## Problem requirements:
Both ends included, restate word for word the lines from the first line of the listing through the line containing "width:36px; height:36px; display:grid;". Leave the pictures out.
START Extracted material
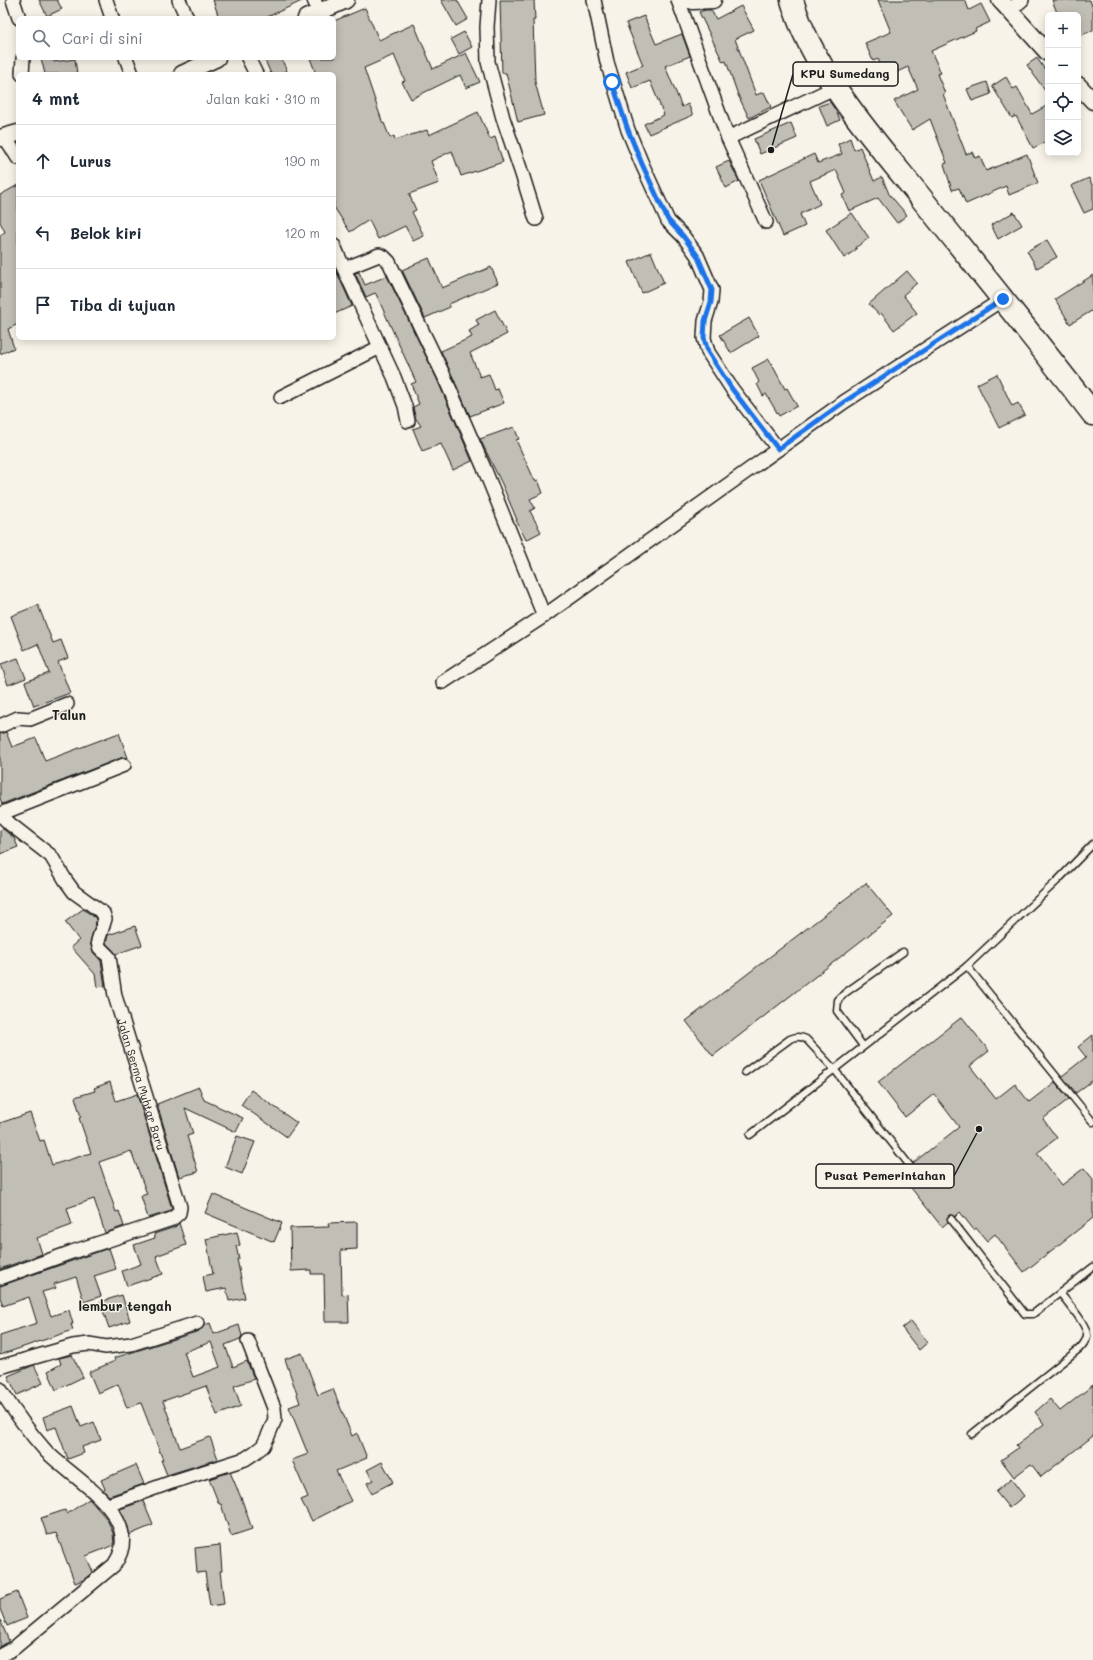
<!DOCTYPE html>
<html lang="id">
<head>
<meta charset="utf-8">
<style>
  body { margin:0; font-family:Mali,sans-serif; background:#f6f6f7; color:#1f2937 }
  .controls { position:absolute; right:12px; top:12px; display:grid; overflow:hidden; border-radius:6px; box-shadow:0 2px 10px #0003 }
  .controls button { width:36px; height:36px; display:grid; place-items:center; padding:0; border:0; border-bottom:1px solid #e0e1e3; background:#fff; color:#1f2937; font:20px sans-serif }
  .stop { position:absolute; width:12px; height:12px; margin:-9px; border:3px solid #1a73e8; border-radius:50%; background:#fff }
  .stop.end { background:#1a73e8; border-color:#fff; box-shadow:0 1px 4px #0008 }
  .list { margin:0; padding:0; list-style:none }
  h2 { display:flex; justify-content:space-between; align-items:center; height:52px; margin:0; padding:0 16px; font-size:17px }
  h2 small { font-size:13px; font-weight:400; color:#747a83 }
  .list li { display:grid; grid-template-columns:26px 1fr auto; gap:12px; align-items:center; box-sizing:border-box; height:72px; padding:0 16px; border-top:1px solid #e0e1e3 }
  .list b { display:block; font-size:15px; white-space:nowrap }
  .list em { font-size:13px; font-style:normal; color:#747a83 }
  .icon { flex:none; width:22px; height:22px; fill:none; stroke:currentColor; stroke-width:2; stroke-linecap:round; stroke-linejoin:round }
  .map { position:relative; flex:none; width:1093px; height:1660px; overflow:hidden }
  .search { position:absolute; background:#fff; box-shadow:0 2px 10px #0003; left:16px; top:16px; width:320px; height:44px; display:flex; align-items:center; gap:10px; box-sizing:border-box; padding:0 14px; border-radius:6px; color:#747a83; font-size:15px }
  .panel { position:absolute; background:#fff; box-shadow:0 2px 10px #0003; left:16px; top:72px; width:320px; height:268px; border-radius:6px }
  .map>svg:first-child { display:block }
</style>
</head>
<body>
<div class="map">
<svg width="1093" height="1660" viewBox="0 0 1093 1660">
  <rect width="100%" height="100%" fill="#f7f3e8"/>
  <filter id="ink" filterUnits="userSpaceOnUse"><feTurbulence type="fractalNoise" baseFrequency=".025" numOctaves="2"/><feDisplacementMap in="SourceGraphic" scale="8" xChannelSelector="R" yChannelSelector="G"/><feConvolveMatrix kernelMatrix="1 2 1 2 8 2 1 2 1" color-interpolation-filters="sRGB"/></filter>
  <g filter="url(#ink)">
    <!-- building -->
    <g fill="#c0beb5" stroke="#1c1c1c" fill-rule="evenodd">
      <polygon points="39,0 57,0 62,9 47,16"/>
      <polygon points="213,0 304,0 265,18 219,18"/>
      <polygon points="441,0 457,0 468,19 456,26"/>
      <polygon points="500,0 534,0 535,20 533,20 535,82 544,115 518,122 506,73 502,73"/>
      <polygon points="878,0 965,0 969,10 981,4 990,22 975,29 976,31 931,51 941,73 937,74 945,93 943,94 966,154 972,152 975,158 980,156 986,171 1027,154 1038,183 1009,195 1006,186 966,204 959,188 952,190 944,164 947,163 930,119 912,130 894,101 918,89 908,67 886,77 878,59 873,61 865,43 891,32"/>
      <polygon points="1052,0 1090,0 1093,9 1093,30 1078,37 1078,15 1058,15"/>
      <polygon points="741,6 754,30 735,39 756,95 764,92 771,107 749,118 738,95 726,61 723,62 699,12 705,10 711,10 716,19"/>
      <polygon points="365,8 379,40 414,24 433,69 466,53 480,82 466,88 460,75 411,99 402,82 405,81 394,55 364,68 383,124 384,123 390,138 394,136 395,140 427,130 429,135 478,112 490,139 495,137 503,162 461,176 452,151 431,161 439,183 409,194 416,210 412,212 424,236 413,241 405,226 378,239 369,220 350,232 334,207 334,74 316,74 310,58 334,58 334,21"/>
      <polygon points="644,16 656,44 682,34 690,56 665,66 682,107 688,104 693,115 649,134 644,124 664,115 650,81 632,88 626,72 643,65 626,23"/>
      <polygon points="464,32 472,47 459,54 451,39"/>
      <polygon points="41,58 53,58 54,62 75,59 77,74 45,74"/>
      <polygon points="264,58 281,58 287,71 279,74 271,74"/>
      <polygon points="1037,58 1048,74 1048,95 1027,65"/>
      <polygon points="1006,77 1013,89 1017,87 1032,114 1048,105 1048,141 1033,148 1016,116 1012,118 992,86"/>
      <polygon points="987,82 991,94 972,101 967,89"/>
      <polygon points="830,102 836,111 840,120 827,126 819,106"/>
      <polygon points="791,123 797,138 760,154 754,139"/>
      <polygon points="850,138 854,150 860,147 874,181 882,177 889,194 907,215 897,223 878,198 849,211 842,195 846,193 836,170 810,181 820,204 800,214 805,226 783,236 759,180 814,154 818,163 842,154 838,144"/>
      <polygon points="729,161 739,181 726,188 716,167"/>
      <polygon points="1089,178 1093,187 1093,209 1084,213 1071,186"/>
      <polygon points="18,185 18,324 8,329 14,348 0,354 0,235 5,232 0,222 0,195"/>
      <polygon points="1014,212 1022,225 998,239 991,225"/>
      <polygon points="852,213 869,238 855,248 857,249 844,258 826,230"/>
      <polygon points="1047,240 1057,257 1037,268 1027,251"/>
      <polygon points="651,252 664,283 642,293 629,262"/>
      <polygon points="429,258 442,288 491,267 498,283 449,304 450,307 425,318 402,270"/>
      <polygon points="334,266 352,306 334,314"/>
      <polygon points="907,271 917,283 903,295 917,313 894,330 881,313 879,315 869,304"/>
      <polygon points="359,272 365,285 387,276 437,379 472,461 453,470 441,444 422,451 413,429 421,426 415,417 413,407 419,404 411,384 416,382 376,294 375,293 366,297 355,273"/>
      <polygon points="1093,275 1093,310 1070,324 1055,299"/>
      <polygon points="495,310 507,334 470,353 480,377 489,374 495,390 498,389 504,403 470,416 441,351 472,337 469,331 479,325 476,320"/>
      <polygon points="749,318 759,336 731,353 720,335"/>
      <polygon points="769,359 785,389 787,388 797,406 779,416 766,394 763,396 757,384 759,382 752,368"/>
      <polygon points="997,374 1012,406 1018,403 1025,415 999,428 977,384"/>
      <polygon points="514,427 519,439 516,440 535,481 538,480 543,493 530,499 535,508 530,511 541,532 526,540 516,520 517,520 502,484 480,439"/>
      <polygon points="38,605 53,643 61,640 68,658 58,662 70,693 34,706 25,682 49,673 38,644 24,650 11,616"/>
      <polygon points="18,658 26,678 8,685 1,664"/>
      <polygon points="6,732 12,747 36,738 45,761 119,733 128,758 121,758 2,804 0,798 0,734"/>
      <polygon points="3,829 14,838 18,847 0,854 0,830"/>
      <polygon points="866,883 893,916 713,1056 686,1021"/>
      <polygon points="83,909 97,919 90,942 93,952 101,961 105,986 97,987 95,974 71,947 79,940 65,922"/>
      <polygon points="135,926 142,945 116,954 106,943 108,935"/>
      <polygon points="962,1017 989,1051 970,1066 996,1099 1015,1084 1029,1102 1055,1082 1069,1099 1043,1119 1057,1138 1037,1153 1062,1185 1084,1168 1093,1179 1093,1218 1024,1272 995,1234 987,1241 976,1228 974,1230 960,1212 955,1217 952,1215 949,1215 947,1218 948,1222 942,1227 900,1174 906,1169 912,1170 914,1167 913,1163 959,1127 934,1094 905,1117 878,1082"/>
      <polygon points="1093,1035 1093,1080 1076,1093 1062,1076 1086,1057 1078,1047"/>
      <polygon points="110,1082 116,1101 137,1094 172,1209 168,1212 148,1218 141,1196 147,1194 131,1151 99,1162 116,1212 119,1211 124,1226 105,1233 94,1199 67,1208 72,1225 37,1238 42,1254 0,1269 0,1123 30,1113 40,1141 44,1140 52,1165 91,1153 79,1118 81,1117 75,1097 95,1091 94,1088"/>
      <polygon points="199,1087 204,1100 243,1118 236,1132 185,1108 193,1134 187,1136 198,1172 179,1177 157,1104"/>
      <polygon points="251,1090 297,1123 287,1137 241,1105"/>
      <polygon points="237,1136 255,1142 242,1174 225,1167"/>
      <polygon points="213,1194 282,1223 274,1242 205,1213"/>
      <polygon points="357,1222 357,1249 341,1250 342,1295 348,1294 349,1322 325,1322 324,1274 311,1274 311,1270 291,1271 290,1228 329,1227 328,1223"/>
      <polygon points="179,1223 186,1245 156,1256 163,1274 127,1286 122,1271 141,1264 134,1245 155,1238 154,1234 175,1227"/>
      <polygon points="237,1232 240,1245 236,1246 239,1259 237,1259 245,1298 229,1301 226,1288 206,1292 203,1276 213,1274 206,1239"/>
      <polygon points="109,1248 116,1269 94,1276 101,1296 84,1302 76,1277 54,1284 56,1288 42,1292 51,1316 69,1310 73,1324 71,1324 73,1330 0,1355 0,1335 37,1323 29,1297 3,1306 0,1297 0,1286"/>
      <polygon points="122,1295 130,1321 109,1328 100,1302"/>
      <polygon points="911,1321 928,1342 919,1350 902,1328"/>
      <path d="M210 1323 214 1334 239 1325 242 1336 240 1339 225 1345 233 1367 247 1361 254 1379 234 1386 241 1406 217 1415 206 1386 163 1401 180 1448 210 1437 218 1459 167 1475 161 1460H163L141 1403 127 1408 118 1384 98 1393 89 1372 115 1361 114 1358 199 1331 205 1325ZM211 1342 220 1367 193 1377 184 1352Z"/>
      <polygon points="302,1353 318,1395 333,1389 352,1436 357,1433 367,1458 336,1471 351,1501 312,1521 301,1500 308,1497 292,1460 308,1454 289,1407 300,1403 285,1359"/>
      <polygon points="72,1355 83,1377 56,1390 48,1371 61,1364 59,1358"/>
      <polygon points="34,1365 43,1383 17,1395 8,1376"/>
      <polygon points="1093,1385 1093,1436 1041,1477 1031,1464 1014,1477 1001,1460 1018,1448 1016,1445 1044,1424 1035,1412 1050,1399 1060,1411"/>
      <polygon points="73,1406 81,1427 94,1422 101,1440 82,1447 84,1453 68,1459 56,1427 47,1430 43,1417"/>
      <polygon points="382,1462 393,1482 372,1493 367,1483 373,1480 367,1470"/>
      <polygon points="136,1465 144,1484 109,1496 103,1490 105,1489 101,1480"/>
      <polygon points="230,1472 242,1500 252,1529 231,1536 221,1504 219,1504 209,1479"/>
      <polygon points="1011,1479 1024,1496 1009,1508 996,1492"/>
      <polygon points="89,1499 107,1519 113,1533 114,1545 86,1556 93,1572 83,1580 75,1583 56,1533 47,1535 41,1518 65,1510 67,1514"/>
      <polygon points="143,1501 153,1525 129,1535 128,1527 120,1509"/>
      <polygon points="220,1545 222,1571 220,1571 224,1604 210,1606 205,1572 197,1573 195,1548"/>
      <polygon points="17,1592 27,1618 7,1626 0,1609 0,1599"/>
      <polygon points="0,1620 9,1641 0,1647"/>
    </g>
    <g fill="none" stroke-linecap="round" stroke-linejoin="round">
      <!-- service casing -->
      <g stroke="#1c1c1c" stroke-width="9">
        <g id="service">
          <polyline points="967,966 1093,1122"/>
          <polyline points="863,1046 837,1011 838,1000 845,993 903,952"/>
          <path d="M745 1072 790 1039C796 1036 800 1036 806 1039L834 1069 910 1166"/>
          <polyline points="750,1135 967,966 1057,881 1093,844"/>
          <polyline points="951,1219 1025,1314 1033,1314 1093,1267"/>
          <path d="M972 1434 1079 1349C1082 1346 1086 1341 1087 1336 1088 1325 1067 1302 1060 1293"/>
        </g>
      </g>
      <!-- minor casing -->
      <g stroke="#1c1c1c" stroke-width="16">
        <g id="minor">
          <polyline points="13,0 19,18"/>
          <polyline points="106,0 112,18"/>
          <polyline points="179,0 187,18"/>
          <polyline points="314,0 319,12"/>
          <polyline points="489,0 487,27 488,62 503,118 522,174 536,219"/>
          <polyline points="594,0 607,62 628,130 642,164 668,221 683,236 697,255 712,290 711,302 705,321 704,338 708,352 732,389 778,449"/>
          <polyline points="678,0 728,138 766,222"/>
          <polyline points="1009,11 1022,0"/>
          <polyline points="126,58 132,74"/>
          <polyline points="248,58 256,74"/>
          <polyline points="22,74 23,58"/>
          <polyline points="5,137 18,158"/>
          <polyline points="728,138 836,87"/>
          <polyline points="334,246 344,269 379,255 384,257 389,262 444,376 484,468 544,616"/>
          <polyline points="344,269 394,377 405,406 408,421"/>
          <polyline points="281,397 380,347"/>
          <polyline points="443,682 544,616 844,402 1003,299"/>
          <polyline points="0,726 18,718 30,719 67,704"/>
          <path id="s1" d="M0 814 10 824 51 856 66 881 74 892 103 913 105 919 98 941 99 947 109 957 115 996 180 1207 179 1213 172 1219 72 1252 0 1278"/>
          <polyline points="0,814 124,765"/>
          <polyline points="0,1367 73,1346 89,1344 106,1347 131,1344 197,1323"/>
          <path d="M0 1389C13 1410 28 1431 45 1450 71 1478 148 1517 114 1565L14 1648 0 1656"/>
          <polyline points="108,1505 172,1482 245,1459 254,1453 263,1446 268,1436 275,1419 274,1408 248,1341"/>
        </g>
      </g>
      <!-- tertiary casing -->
      <g stroke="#1c1c1c" stroke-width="19">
        <g id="tertiary">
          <polyline points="689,0 693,1 713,0"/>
          <polyline points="1000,0 1048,53"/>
          <polyline points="306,18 346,0"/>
          <polyline points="182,74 217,58"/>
          <polyline points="1078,85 1093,101"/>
          <polyline points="0,138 18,133"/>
        </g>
      </g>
      <!-- trunk casing -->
      <g stroke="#1c1c1c" stroke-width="25">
        <path id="trunk" d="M792 0C812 71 876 142 922 199 979 270 1037 341 1093 414"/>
      </g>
      <!-- service -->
      <use href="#service" stroke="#f7f3e8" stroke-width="6"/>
      <!-- minor -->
      <use href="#minor" stroke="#f7f3e8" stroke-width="13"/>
      <!-- tertiary -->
      <use href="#tertiary" stroke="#f7f3e8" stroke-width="16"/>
      <!-- trunk -->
      <use href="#trunk" stroke="#f7f3e8" stroke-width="22"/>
    </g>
  </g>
  <g fill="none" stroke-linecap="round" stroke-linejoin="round" filter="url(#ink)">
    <!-- route -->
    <polyline stroke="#1a73e8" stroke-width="5" points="612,82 628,130 642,164 668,220 683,236 697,255 712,290 711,302 705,321 704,338 708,352 732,389 778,449 844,402 1003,299"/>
  </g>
  <g text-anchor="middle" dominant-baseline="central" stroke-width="3" stroke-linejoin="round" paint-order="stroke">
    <!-- street labels -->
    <g font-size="11" fill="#1c1c1c" stroke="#f7f3e8">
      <text stroke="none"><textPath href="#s1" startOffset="326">Jalan Serma Muhtar Baru</textPath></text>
    </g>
    <!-- quarter labels -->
    <g font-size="13" font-weight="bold" fill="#1c1c1c" stroke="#f7f3e8">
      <text x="69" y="714">Talun</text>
      <text x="125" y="1305">lembur tengah</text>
    </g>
  </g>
  <!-- callouts -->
  <path fill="none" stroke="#1c1c1c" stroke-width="1.5" d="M771 150L793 74M979 1129L954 1176"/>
  <g fill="#1c1c1c" stroke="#f7f3e8" stroke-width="1.5">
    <circle cx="771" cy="150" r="4"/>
    <circle cx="979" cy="1129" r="4"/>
  </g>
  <g fill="#f7f3e8" stroke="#1c1c1c" stroke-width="1.5">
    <rect x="793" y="62" width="105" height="24" rx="4"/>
    <rect x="816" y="1164" width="138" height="24" rx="4"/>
  </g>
  <g font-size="12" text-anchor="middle" font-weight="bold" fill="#1c1c1c">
    <text x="845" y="78">KPU Sumedang</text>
    <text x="885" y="1180">Pusat Pemerintahan</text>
  </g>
</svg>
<div class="controls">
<button>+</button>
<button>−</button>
<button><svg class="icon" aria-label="locate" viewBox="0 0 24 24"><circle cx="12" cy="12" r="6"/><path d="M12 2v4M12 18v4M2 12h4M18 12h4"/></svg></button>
<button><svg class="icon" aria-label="layers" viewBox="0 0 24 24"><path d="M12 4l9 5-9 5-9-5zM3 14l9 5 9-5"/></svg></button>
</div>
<div class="stop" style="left:612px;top:82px"></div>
<div class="stop end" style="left:1003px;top:299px"></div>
<div class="search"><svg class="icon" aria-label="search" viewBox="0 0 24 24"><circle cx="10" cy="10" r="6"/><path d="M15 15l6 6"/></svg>Cari di sini</div>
<section class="panel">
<h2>4 mnt<small>Jalan kaki · 310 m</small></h2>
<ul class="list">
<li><svg class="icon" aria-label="ahead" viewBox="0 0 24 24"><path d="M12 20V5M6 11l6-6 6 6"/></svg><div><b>Lurus</b></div><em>190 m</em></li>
<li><svg class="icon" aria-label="left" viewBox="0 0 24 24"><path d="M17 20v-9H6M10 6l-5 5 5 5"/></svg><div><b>Belok kiri</b></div><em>120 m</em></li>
<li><svg class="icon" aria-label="arrive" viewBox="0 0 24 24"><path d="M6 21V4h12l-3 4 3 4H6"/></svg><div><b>Tiba di tujuan</b></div></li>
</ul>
</section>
</div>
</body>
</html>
END Extracted material
## Answer to this task:
<!DOCTYPE html>
<html lang="id">
<head>
<meta charset="utf-8">
<style>
  body { margin:0; font-family:Mali,sans-serif; background:#f6f6f7; color:#1f2937 }
  .controls { position:absolute; right:12px; top:12px; display:grid; overflow:hidden; border-radius:6px; box-shadow:0 2px 10px #0003 }
  .controls button { width:36px; height:36px; display:grid; place-items:center; padding:0; border:0; border-bottom:1px solid #e0e1e3; background:#fff; color:#1f2937; font:20px sans-serif }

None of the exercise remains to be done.